### [WORK TO BE COMPLETED]
In the records below, the line with "display:block; font-size:49px; line-height:60px" opens the range and the line with "background:linear-gradient(90deg,#34c759 76%,var(--line) 0)" closes it; print that range exactly and nothing else.

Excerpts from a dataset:
---------------
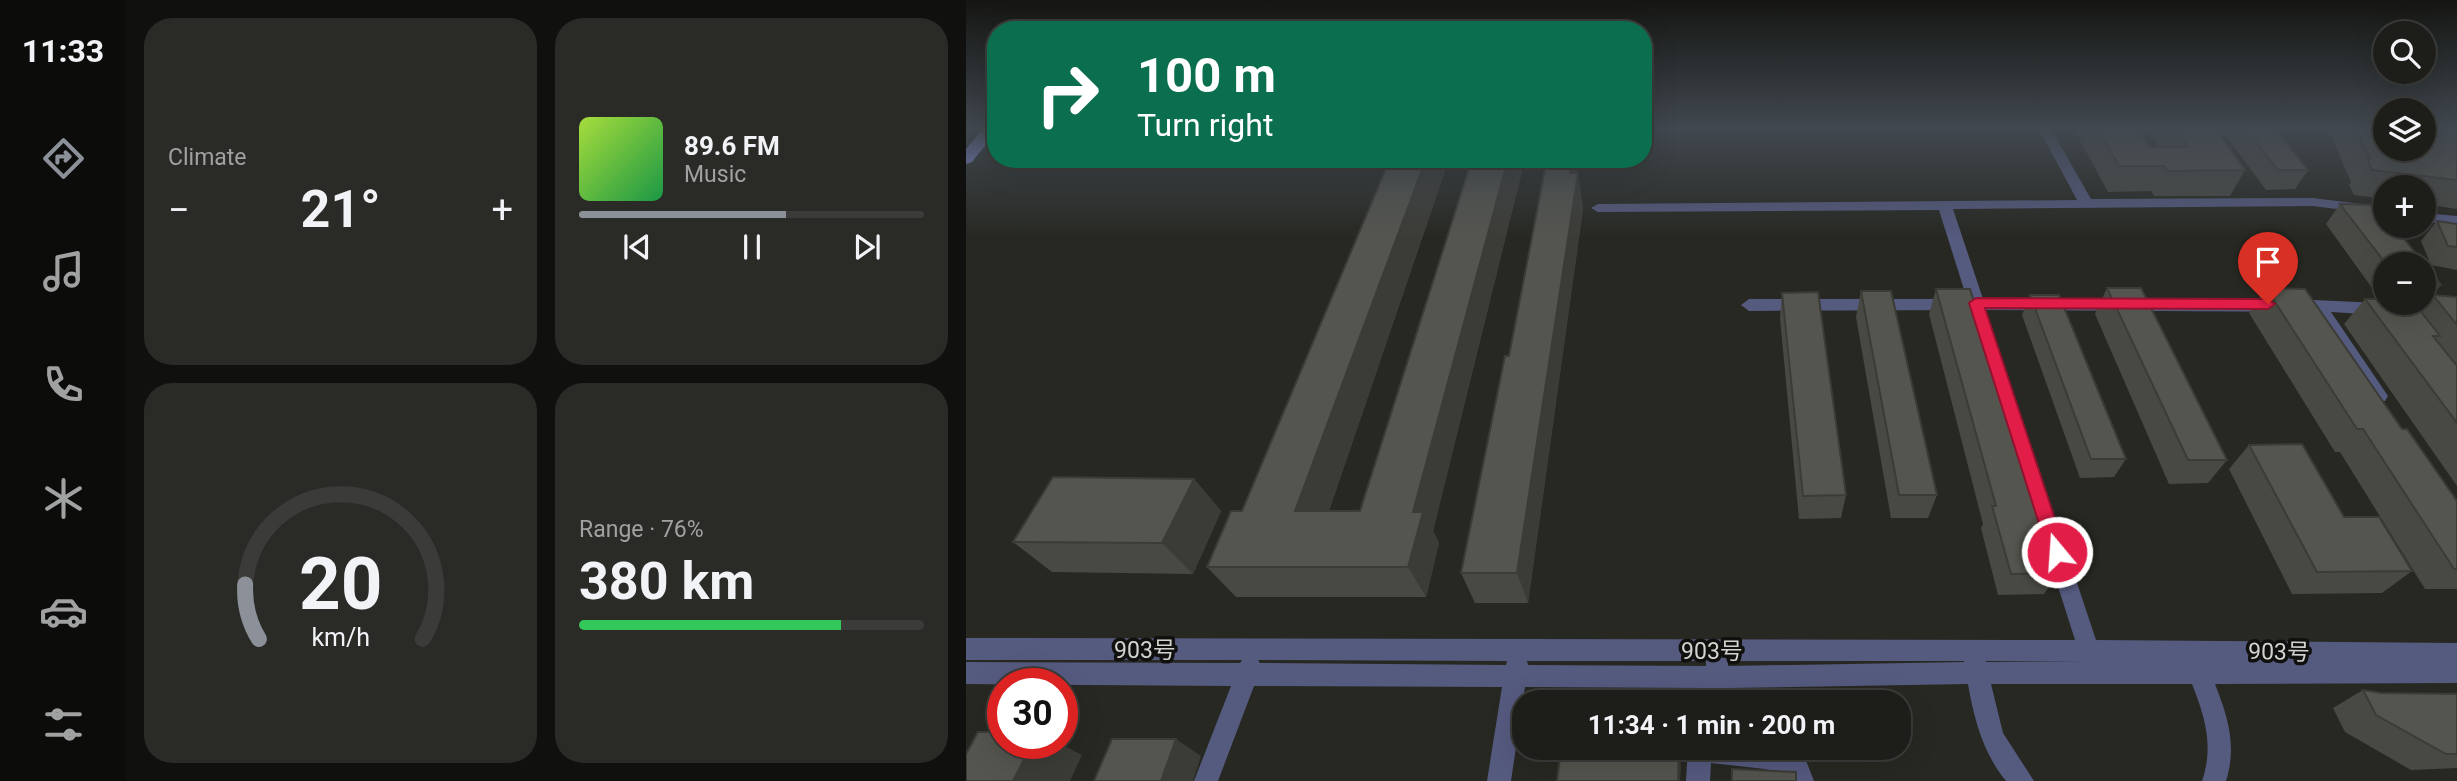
<!DOCTYPE html>
<html lang="en">
<head>
<meta charset="utf-8">
<style>
	:root { --surface:#1d1e1a; --page:#2a2b27; --text:#f1f3f6; --muted:#a0a2a2; --line:#3b3c39; --accent:#8c9099 }
	body { margin:0; font-family:Roboto,"Noto Sans SC",sans-serif; background:var(--page); color:var(--text); height:100vh; display:flex; flex-direction:column; font-size:26px; white-space:nowrap }
	* { box-sizing:border-box; margin:0 }
	p { font-size:23px; color:var(--muted) }
	.icon { flex:none; width:38px; height:38px; fill:none; stroke:currentColor; stroke-width:2; stroke-linecap:round; stroke-linejoin:round }
	.map { position:relative; flex:1; overflow:hidden }
	.details { display:flex; flex-direction:column; gap:18px; padding:18px; background:#10100e; width:840px }
	.details>* { flex:none }
	.banner { position:absolute; left:21px; top:21px; width:665px; height:147px; border-radius:28px; box-shadow:0 7px 28px #0002,0 0 0 2px var(--line); background:#0b6e4f; color:#fff; overflow:hidden }
	.tools { position:absolute; left:1407px; top:21px; display:grid; gap:14px }
	.tools a { display:grid; place-items:center; width:63px; height:63px; border-radius:50%; background:var(--surface); box-shadow:0 7px 28px #0002,0 0 0 2px var(--line); font-size:35px }
	.speed { position:absolute; left:21px; top:668px; display:flex; gap:14px; font-size:35px; font-weight:700; text-align:center }
	.speed>* { display:grid; place-content:center; width:91px; height:91px; border-radius:50%; background:var(--surface); box-shadow:0 7px 28px #0002,0 0 0 2px var(--line); line-height:1 }
	.speed .limit { border:10px solid #d22; background:#fff; color:#111 }
	.pin { position:absolute; display:grid; place-items:center; width:60px; height:60px; color:#fff; margin:-72px -30px; border-radius:50% 50% 50% 0; rotate:-45deg; box-shadow:0 0 7px #0007 }
	.pin .icon { rotate:45deg }
	.me { position:absolute; width:77px; margin:-38px; rotate:342deg; stroke-linejoin:round; filter:drop-shadow(0 0 5px #0008) }
	.turn { display:flex; align-items:center; gap:24px; height:147px; padding:0 35px; font-size:32px }
	.turn .icon { width:91px; height:91px; stroke-width:2.5 }
	.turn b { display:block; font-size:49px; line-height:60px }
	.big { font-size:52px; font-weight:700; line-height:1.1 }
	.details .widget { flex:1; display:flex; flex-direction:column; justify-content:center; gap:10px; min-width:0; padding:0 24px; border-radius:28px; background:var(--page) }
	.details .dial { align-items:center; gap:0 }
	.dial svg { height:182px; overflow:visible; fill:none; stroke:var(--line); stroke-width:7; stroke-linecap:round; text-anchor:middle }
	.dial text { fill:var(--text); stroke:none }
	.song { display:flex; align-items:center; gap:21px }
	.cover { width:84px; height:84px; border-radius:10px; background:linear-gradient(135deg,hsl(80 70% 55%),hsl(140 70% 35%)) }
	.played { height:7px; border-radius:4px; background:linear-gradient(90deg,var(--accent) 60%,var(--line) 60%) }
	.keys { display:flex; justify-content:space-around; direction:ltr }
	.heat { display:flex; justify-content:space-between; align-items:center; font-size:38px; direction:ltr }
	.charge { height:10px; border-radius:5px; background:linear-gradient(90deg,#34c759 76%,var(--line) 0) }
	.details .tiles { flex:1; display:grid; gap:18px; grid-template-columns:repeat(2,1fr) }
	.trip { position:absolute; left:546px; top:690px; width:399px; height:70px; border-radius:28px; background:var(--surface); box-shadow:0 7px 28px #0002,0 0 0 2px var(--line); font-weight:700; line-height:70px; text-align:center }
	main { display:flex; flex:1; min-height:0 }
	.menu { display:flex; flex-direction:column; width:126px; justify-content:space-around; align-items:center; background:#0c0c0a; color:var(--muted) }
	.menu .icon { width:49px; height:49px }
	.menu .selected { color:var(--accent) }
	.menu b { font-size:32px; color:var(--text) }
	.map>svg:first-child { display:block }
	.lines { fill:none; stroke-linecap:round; stroke-linejoin:round }
	.minor { fill:#555a7f; fill-rule:evenodd }
	.highway { fill:#959dfb; fill-rule:evenodd }
	.wall { fill:#494944; fill-rule:evenodd }
	.shaded-wall { fill:#3c3c37 }
	.building { fill:#55554f; stroke:#3c3c37; stroke-width:2 }
	.route { fill:#e11d48; stroke:#92132f; stroke-width:2 }
	.labels { text-anchor:middle; dominant-baseline:central; stroke-width:7; stroke-linejoin:round; paint-order:stroke }
	.near-street-label { font-size:23px; fill:#d3d3d0; stroke:#10100e }
</style>
</head>
<body>
<main>
<nav class="menu">
<b>11:33</b>
<svg class="icon selected" aria-label="directions" viewBox="0 0 24 24"><path d="M12 3l9 9-9 9-9-9zM9 14v-3h6M13 9l2 2-2 2"/></svg>
<svg class="icon" aria-label="music" viewBox="0 0 24 24"><path d="M9 18V5l10-2v13"/><circle cx="6" cy="18" r="3"/><circle cx="16" cy="16" r="3"/></svg>
<svg class="icon" aria-label="phone" viewBox="0 0 24 24"><path d="M5 4h4l2 5-3 2q2 4 5 5l2-3 5 2v4C11 20 4 13 5 4z"/></svg>
<svg class="icon" aria-label="climate" viewBox="0 0 24 24"><path d="M12 3v18M4 7l16 10M4 17L20 7"/></svg>
<svg class="icon" aria-label="car" viewBox="0 0 24 24"><path d="M5 17H2v-5l4-1 3-4h7l3 4 3 1v5h-3M9 17h6M6 11h13"/><circle cx="7" cy="17" r="2"/><circle cx="17" cy="17" r="2"/></svg>
<svg class="icon" aria-label="filters" viewBox="0 0 24 24"><path d="M4 7h16M4 17h16"/><circle cx="9" cy="7" r="2"/><circle cx="15" cy="17" r="2"/></svg>
</nav>
<section class="details">
<div class="tiles">
<div class="widget"><p>Climate</p>
<div class="heat"><a>−</a><b class="big">21°</b><a>+</a></div>
</div>
<div class="widget">
<div class="song"><i class="cover"></i><div><b>89.6 FM</b><p>Music</p></div></div>
<div class="played"></div>
<div class="keys"><svg class="icon" aria-label="previous" viewBox="0 0 24 24"><path d="M18 5L8 12l10 7zM5 5v14"/></svg><svg class="icon" aria-label="pause" viewBox="0 0 24 24"><path d="M8 5v14M16 5v14"/></svg><svg class="icon" aria-label="next" viewBox="0 0 24 24"><path d="M6 5l10 7-10 7zM19 5v14"/></svg></div>
</div>
<div class="widget dial"><svg viewBox="0 0 100 80">
<path d="M14 69A42 42 0 1 1 86 69"/>
<path d="M14 69A42 42 0 0 1 8 45" stroke="#8c9099"/>
<text x="50" y="56" font-size="32" font-weight="700">20</text>
<text x="50" y="72" font-size="11">km/h</text>
</svg></div>
<div class="widget"><p>Range · 76%</p><b class="big">380 km</b><div class="charge"></div></div>
</div>
</section>
<div class="map">
<svg width="1491" height="781" viewBox="0 0 1491 781">
	<rect width="100%" height="100%" fill="#272822"/>
	<g class="lines">
		<g class="minor">
			<path d="M1073,129H1085L1125,199L1347,198L1419,207V215L1347,206L987,209L1017,299L1302,298L1414,303L1422,309L1414,315L1365,312L1422,396L1419,401H1407L1347,312L1020,310L1130,640L1491,643V683L1249,684C1262,717 1271,746 1260,781H1236C1248,746 1239,717 1226,684H1025L1037,733L1068,781H1040C1017,753 1008,719 1002,684L762,688L763,702H739L740,688L559,687L545,781H521L536,687L288,686L252,781H228L265,686L0,684V662L274,663L276,660H0V638L1109,640L1004,310L783,311L775,305L783,299H1001L973,210L632,212L625,208L632,204L1111,200ZM292,660L541,661L540,665L294,663ZM561,661H740V666L562,665ZM762,661H998V662L762,666ZM1020,661L1123,662H1020Z"/>
			<polygon points="1458,213 1491,216 1491,226 1458,221"/>
			<polygon points="722,747 806,747 839,758 848,781 824,781 822,776 799,769 745,763 744,781 720,781"/>
		</g>
		<polygon class="highway" points="16,129 30,129 30,132 6,162 0,164 0,149"/>
	</g>
	<g class="wall">
		<path d="M1108,129H1249L1279,170L1264,196H1188L1185,191L1142,192ZM1175,134H1185L1193,147H1183Z"/>
		<polygon points="1255,129 1309,129 1342,170 1329,189 1300,190"/>
		<polygon points="1362,129 1491,129 1491,209 1458,204 1458,187 1419,187 1419,199 1388,195 1383,185 1385,182"/>
		<polygon points="424,159 480,159 481,165 363,511 394,511 557,167 467,531 473,543 460,597 270,597 241,567 276,511"/>
		<polygon points="581,159 610,159 617,209 562,603 509,603 495,573 543,356"/>
		<path d="M1374,204L1411,205L1419,215V226H1428L1475,285L1457,304H1449L1454,310L1467,295L1491,297V486L1378,324L1399,299H1414L1360,224ZM1419,264H1458V303H1419Z"/>
		<polygon points="1471,221 1491,224 1491,270 1465,265 1455,241"/>
		<polygon points="1141,288 1261,460 1242,483 1203,484 1129,314"/>
		<polygon points="1300,288 1436,429 1491,501 1491,589 1459,589 1374,452 1369,452 1283,313"/>
		<polygon points="970,289 1093,573 1078,594 1032,595 1015,528 1017,524 963,314"/>
		<polygon points="895,291 971,495 962,518 925,518 890,317"/>
		<polygon points="816,293 880,495 875,518 833,519 814,318"/>
		<polygon points="1064,295 1160,459 1148,477 1114,478 1056,315"/>
		<polygon points="1283,445 1378,517 1446,571 1416,593 1326,594 1263,469"/>
		<polygon points="228,479 255,511 227,574 86,572 47,542"/>
		<polygon points="1397,690 1415,693 1491,694 1491,768 1445,770 1379,732 1367,708"/>
	</g>
	<g class="shaded-wall">
		<polygon points="460,159 480,159 481,165 352,543 329,511"/>
		<polygon points="542,159 555,159 557,167 467,531 473,543 460,597 442,567 447,512"/>
		<polygon points="606,159 610,159 617,209 562,603 551,573"/>
		<polygon points="228,479 255,511 227,574 196,543"/>
		<polygon points="210,739 235,756 227,781 195,781"/>
		<polygon points="66,744 95,744 116,755 104,781 47,781"/>
		<polygon points="713,751 715,767 714,781 712,781"/>
	</g>
	<g class="building">
		<polygon points="1132,129 1172,129 1183,147 1222,147 1210,129 1249,129 1279,170 1201,171 1198,166 1153,166"/>
		<polygon points="1280,129 1309,129 1342,170 1312,170"/>
		<polygon points="1390,129 1419,129 1419,149 1458,149 1458,129 1491,129 1491,180 1406,170 1401,159 1404,158"/>
		<polygon points="424,159 460,159 329,511 394,511 506,159 542,159 447,512 457,512 442,567 241,567 265,511 276,511"/>
		<polygon points="581,159 606,159 604,173 612,173 551,573 495,573 539,356 543,356"/>
		<polygon points="1374,204 1411,205 1419,215 1419,226 1428,226 1475,285 1458,284 1458,264 1420,264"/>
		<polygon points="1471,221 1491,224 1491,247 1482,246"/>
		<polygon points="1141,288 1175,288 1261,460 1222,460"/>
		<polygon points="1300,288 1339,289 1436,429 1441,429 1491,501 1491,569 1488,569 1397,429 1391,429"/>
		<polygon points="970,289 1004,289 1093,573 1045,574 1026,506 1030,506"/>
		<polygon points="895,291 925,291 971,495 933,495"/>
		<polygon points="852,292 880,495 837,496 816,293"/>
		<polygon points="1064,295 1093,295 1160,459 1125,459"/>
		<polygon points="1467,295 1491,297 1491,325"/>
		<polygon points="1399,299 1419,299 1419,303 1448,303 1474,336 1467,336 1491,366 1491,423"/>
		<polygon points="1336,444 1378,517 1413,517 1446,571 1351,572 1283,445"/>
		<polygon points="87,477 228,479 196,543 47,542"/>
		<polygon points="1397,690 1415,693 1491,694 1491,754 1480,754 1410,715"/>
		<polygon points="12,732 37,732 37,744 66,744 47,781 0,781 0,754"/>
		<polygon points="146,739 210,739 195,781 128,781"/>
		<polygon points="595,750 713,751 712,781 591,781"/>
		<polygon points="766,769 830,772 830,781 766,781"/>
	</g>
	<linearGradient id="sky" x2="0" y2="1"><stop stop-color="#151613"/><stop offset="0.54" stop-color="#41484f"/><stop offset="1" stop-color="#41484f" stop-opacity="0"/></linearGradient>
	<rect width="1491" height="238" fill="url(#sky)"/>
	<polygon class="route" points="1010,298 1302,299 1309,304 1302,309 1019,308 1100,552 1097,557 1091,560 1084,557 1082,552 1003,303"/>
	<g class="labels">
		<g class="near-street-label">
			<text x="179" y="650">903号</text>
			<text x="746" y="651">903号</text>
			<text transform="translate(1313 652) rotate(1)">903号</text>
		</g>
	</g>
</svg>
<div class="tools">
<a><svg class="icon" aria-label="search" viewBox="0 0 24 24"><circle cx="10" cy="10" r="6"/><path d="M15 15l6 6"/></svg></a>
<a><svg class="icon" aria-label="layers" viewBox="0 0 24 24"><path d="M12 4l9 5-9 5-9-5zM3 14l9 5 9-5"/></svg></a>
<a>+</a>
<a>−</a>
</div>
<div class="speed"><div class="limit">30</div></div>
<div class="pin" style="left:1302px;top:304px;background:#d93025"><svg class="icon" aria-label="arrive" viewBox="0 0 24 24"><path d="M6 21V4h12l-3 4 3 4H6"/></svg></div>
<svg class="me" style="left:1091px;top:552px" viewBox="-20 -20 40 40"><circle r="17" fill="#e11d48" stroke="#fff" stroke-width="3"/><path d="M0-11L8 9 0 5-8 9z" fill="#fff"/></svg>
<div class="trip">11:34 · 1 min · 200 m</div>
<div class="banner">
<div class="turn"><svg class="icon" aria-label="right" viewBox="0 0 24 24"><path d="M7 20v-9h11M14 6l5 5-5 5"/></svg><div><b>100 m</b>Turn right</div></div>
</div>
</div>
</main>
</body>
</html>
---------------
### [EXPECTED OUTPUT]
	.turn b { display:block; font-size:49px; line-height:60px }
	.big { font-size:52px; font-weight:700; line-height:1.1 }
	.details .widget { flex:1; display:flex; flex-direction:column; justify-content:center; gap:10px; min-width:0; padding:0 24px; border-radius:28px; background:var(--page) }
	.details .dial { align-items:center; gap:0 }
	.dial svg { height:182px; overflow:visible; fill:none; stroke:var(--line); stroke-width:7; stroke-linecap:round; text-anchor:middle }
	.dial text { fill:var(--text); stroke:none }
	.song { display:flex; align-items:center; gap:21px }
	.cover { width:84px; height:84px; border-radius:10px; background:linear-gradient(135deg,hsl(80 70% 55%),hsl(140 70% 35%)) }
	.played { height:7px; border-radius:4px; background:linear-gradient(90deg,var(--accent) 60%,var(--line) 60%) }
	.keys { display:flex; justify-content:space-around; direction:ltr }
	.heat { display:flex; justify-content:space-between; align-items:center; font-size:38px; direction:ltr }
	.charge { height:10px; border-radius:5px; background:linear-gradient(90deg,#34c759 76%,var(--line) 0) }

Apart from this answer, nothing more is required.